Saved entries:
►
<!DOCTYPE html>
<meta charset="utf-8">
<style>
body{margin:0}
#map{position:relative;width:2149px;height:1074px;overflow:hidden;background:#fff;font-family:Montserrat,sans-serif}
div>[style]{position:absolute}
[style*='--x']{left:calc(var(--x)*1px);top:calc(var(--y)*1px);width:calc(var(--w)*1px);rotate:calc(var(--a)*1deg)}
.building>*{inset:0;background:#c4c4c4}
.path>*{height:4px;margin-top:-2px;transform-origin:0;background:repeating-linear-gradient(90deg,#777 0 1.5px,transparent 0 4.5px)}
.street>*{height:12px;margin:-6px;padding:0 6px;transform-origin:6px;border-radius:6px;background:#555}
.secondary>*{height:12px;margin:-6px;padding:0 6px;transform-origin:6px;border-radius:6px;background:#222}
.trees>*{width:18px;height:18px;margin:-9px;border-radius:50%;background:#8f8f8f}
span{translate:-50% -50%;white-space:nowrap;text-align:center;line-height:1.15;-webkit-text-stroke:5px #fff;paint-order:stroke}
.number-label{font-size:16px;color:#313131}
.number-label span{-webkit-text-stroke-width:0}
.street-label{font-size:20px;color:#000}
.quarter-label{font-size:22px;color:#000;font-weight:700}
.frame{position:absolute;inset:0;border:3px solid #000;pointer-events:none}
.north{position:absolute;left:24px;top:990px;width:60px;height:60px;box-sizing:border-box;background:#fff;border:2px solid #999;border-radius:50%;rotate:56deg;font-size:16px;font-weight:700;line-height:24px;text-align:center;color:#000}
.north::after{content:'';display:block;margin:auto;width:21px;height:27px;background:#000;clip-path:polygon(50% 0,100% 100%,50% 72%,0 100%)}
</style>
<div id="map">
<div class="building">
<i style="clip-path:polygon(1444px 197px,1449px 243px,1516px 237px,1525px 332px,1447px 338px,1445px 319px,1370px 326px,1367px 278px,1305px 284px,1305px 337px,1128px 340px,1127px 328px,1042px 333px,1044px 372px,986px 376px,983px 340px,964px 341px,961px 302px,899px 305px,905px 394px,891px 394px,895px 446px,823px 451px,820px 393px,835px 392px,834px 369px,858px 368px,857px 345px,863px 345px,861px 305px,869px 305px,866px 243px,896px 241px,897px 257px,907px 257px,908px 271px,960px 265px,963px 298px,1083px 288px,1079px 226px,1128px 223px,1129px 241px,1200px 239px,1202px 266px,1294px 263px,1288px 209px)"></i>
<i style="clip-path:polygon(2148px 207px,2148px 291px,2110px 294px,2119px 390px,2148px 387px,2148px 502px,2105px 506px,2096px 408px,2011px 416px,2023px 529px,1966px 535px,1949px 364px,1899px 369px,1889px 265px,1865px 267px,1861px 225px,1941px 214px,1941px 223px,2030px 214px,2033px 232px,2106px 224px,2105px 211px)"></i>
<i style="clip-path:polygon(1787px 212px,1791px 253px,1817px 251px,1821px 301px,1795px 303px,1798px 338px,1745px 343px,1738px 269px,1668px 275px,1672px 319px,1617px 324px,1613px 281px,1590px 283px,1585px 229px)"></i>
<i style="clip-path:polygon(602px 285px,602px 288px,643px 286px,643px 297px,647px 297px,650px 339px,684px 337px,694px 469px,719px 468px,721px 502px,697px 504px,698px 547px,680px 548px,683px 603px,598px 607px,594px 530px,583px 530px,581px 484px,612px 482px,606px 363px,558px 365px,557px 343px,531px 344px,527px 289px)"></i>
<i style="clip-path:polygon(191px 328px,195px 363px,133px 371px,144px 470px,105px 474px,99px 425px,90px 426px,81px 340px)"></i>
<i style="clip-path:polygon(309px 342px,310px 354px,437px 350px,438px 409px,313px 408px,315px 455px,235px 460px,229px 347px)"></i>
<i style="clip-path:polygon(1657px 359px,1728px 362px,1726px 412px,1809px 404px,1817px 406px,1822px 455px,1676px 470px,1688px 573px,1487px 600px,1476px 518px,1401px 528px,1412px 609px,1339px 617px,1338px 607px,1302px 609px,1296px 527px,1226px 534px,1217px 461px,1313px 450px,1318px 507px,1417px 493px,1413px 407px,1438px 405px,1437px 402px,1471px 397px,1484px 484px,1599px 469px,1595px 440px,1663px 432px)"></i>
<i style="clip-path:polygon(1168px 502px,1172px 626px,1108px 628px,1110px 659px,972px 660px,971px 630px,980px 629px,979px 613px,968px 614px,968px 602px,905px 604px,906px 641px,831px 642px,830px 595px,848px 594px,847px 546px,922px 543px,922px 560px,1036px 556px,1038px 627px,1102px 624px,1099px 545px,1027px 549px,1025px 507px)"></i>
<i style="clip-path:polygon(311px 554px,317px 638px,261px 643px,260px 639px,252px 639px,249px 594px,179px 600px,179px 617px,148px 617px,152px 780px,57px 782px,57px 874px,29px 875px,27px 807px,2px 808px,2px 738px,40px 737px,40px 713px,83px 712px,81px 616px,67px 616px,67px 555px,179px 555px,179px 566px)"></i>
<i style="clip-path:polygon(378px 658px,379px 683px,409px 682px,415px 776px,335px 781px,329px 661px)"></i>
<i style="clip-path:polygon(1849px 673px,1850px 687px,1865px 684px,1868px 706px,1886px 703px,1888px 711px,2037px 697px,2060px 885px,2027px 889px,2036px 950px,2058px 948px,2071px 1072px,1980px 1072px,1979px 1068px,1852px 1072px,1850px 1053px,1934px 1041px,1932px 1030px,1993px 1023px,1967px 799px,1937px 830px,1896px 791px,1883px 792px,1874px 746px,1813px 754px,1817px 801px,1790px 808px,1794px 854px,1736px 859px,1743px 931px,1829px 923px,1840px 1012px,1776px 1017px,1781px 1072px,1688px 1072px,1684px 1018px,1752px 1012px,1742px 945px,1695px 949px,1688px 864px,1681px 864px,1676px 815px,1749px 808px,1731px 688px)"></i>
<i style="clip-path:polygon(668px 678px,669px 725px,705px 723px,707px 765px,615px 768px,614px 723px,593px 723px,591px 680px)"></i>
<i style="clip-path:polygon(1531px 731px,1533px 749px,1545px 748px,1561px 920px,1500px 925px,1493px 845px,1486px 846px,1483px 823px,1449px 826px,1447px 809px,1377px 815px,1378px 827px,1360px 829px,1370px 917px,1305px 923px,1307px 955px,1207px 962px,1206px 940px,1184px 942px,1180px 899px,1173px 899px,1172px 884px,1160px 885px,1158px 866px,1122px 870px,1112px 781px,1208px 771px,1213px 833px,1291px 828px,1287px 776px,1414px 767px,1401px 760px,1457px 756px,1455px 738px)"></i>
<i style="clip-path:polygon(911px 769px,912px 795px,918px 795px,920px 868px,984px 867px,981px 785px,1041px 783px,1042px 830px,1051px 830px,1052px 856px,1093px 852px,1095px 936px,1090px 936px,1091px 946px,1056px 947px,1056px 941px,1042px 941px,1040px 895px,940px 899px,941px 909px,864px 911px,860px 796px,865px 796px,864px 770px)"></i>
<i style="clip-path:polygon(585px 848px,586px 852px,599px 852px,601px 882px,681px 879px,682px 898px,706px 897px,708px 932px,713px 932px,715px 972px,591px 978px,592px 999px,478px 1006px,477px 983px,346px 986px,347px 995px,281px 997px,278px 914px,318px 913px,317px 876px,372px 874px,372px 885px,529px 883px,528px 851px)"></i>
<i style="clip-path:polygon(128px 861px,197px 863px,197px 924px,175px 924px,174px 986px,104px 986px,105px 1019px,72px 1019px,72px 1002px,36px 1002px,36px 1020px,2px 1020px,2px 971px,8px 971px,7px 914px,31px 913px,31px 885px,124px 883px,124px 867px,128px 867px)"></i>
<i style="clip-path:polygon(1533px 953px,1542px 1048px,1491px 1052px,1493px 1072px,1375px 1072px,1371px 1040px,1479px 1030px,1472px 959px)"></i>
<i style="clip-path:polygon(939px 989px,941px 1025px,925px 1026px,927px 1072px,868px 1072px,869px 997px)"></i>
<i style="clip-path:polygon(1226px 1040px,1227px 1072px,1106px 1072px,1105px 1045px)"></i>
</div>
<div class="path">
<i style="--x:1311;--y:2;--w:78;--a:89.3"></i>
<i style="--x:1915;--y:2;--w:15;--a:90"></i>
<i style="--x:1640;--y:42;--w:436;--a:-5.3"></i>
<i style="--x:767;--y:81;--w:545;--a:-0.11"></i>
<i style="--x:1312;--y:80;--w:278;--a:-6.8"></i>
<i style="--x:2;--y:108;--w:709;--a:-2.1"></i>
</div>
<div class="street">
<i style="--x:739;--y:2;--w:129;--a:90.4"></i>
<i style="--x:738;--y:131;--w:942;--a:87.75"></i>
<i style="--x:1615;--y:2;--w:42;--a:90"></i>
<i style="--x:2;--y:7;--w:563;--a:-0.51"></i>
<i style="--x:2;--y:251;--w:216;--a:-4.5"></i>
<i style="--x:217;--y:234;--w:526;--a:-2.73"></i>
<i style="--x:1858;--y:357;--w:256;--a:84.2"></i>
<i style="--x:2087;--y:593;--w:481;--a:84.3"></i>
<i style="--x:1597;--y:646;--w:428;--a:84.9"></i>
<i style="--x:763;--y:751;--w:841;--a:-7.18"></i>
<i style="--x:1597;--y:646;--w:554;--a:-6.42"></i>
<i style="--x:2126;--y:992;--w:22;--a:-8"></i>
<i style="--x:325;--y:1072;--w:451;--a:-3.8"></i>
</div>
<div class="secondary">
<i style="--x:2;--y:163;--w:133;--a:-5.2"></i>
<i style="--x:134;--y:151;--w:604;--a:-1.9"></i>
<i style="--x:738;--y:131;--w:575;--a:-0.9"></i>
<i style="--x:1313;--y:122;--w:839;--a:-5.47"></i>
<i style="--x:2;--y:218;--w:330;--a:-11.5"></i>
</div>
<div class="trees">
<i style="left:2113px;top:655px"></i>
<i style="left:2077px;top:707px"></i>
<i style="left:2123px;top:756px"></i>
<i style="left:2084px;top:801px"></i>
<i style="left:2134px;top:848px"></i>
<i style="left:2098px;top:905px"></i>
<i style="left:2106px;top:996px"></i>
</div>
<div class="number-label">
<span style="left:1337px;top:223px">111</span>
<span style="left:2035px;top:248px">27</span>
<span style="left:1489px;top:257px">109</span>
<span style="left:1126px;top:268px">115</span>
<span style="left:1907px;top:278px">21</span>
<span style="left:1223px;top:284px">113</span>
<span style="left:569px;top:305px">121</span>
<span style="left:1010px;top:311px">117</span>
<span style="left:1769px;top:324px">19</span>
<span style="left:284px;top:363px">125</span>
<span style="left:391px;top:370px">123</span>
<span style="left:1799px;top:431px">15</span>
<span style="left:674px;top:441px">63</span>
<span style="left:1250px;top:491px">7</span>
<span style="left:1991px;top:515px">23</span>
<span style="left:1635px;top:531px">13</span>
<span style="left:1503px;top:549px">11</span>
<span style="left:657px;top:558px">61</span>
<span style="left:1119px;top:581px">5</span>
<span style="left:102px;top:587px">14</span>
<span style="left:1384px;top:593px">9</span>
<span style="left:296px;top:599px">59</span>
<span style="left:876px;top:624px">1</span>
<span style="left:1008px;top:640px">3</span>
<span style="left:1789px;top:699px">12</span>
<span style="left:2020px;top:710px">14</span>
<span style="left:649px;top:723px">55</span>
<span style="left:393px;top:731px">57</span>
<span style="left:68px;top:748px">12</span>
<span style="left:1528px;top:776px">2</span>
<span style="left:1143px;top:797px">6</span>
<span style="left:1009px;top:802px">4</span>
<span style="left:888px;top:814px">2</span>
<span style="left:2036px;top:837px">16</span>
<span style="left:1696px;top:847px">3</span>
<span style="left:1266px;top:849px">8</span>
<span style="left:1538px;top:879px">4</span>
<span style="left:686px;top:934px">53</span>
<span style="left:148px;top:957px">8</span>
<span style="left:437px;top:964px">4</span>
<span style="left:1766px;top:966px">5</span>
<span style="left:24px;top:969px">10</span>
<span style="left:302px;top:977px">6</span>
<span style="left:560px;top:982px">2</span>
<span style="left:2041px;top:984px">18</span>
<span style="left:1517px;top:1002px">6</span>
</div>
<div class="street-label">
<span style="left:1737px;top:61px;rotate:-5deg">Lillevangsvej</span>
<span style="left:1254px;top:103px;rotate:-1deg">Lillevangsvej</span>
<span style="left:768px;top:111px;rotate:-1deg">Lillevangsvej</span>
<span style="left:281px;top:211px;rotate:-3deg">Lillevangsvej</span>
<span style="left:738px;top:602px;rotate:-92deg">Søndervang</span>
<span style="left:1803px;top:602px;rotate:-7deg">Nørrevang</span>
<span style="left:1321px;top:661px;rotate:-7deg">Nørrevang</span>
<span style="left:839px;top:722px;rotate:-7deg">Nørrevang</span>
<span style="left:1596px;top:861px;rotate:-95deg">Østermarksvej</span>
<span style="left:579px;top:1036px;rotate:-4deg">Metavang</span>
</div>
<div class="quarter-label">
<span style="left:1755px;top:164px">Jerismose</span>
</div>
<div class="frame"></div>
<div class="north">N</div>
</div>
◄
Please copy, word for word, every line from the first line of the records through the line containing "0 1.5px,transparent 0", with both of those lines included and nothing else.

<!DOCTYPE html>
<meta charset="utf-8">
<style>
body{margin:0}
#map{position:relative;width:2149px;height:1074px;overflow:hidden;background:#fff;font-family:Montserrat,sans-serif}
div>[style]{position:absolute}
[style*='--x']{left:calc(var(--x)*1px);top:calc(var(--y)*1px);width:calc(var(--w)*1px);rotate:calc(var(--a)*1deg)}
.building>*{inset:0;background:#c4c4c4}
.path>*{height:4px;margin-top:-2px;transform-origin:0;background:repeating-linear-gradient(90deg,#777 0 1.5px,transparent 0 4.5px)}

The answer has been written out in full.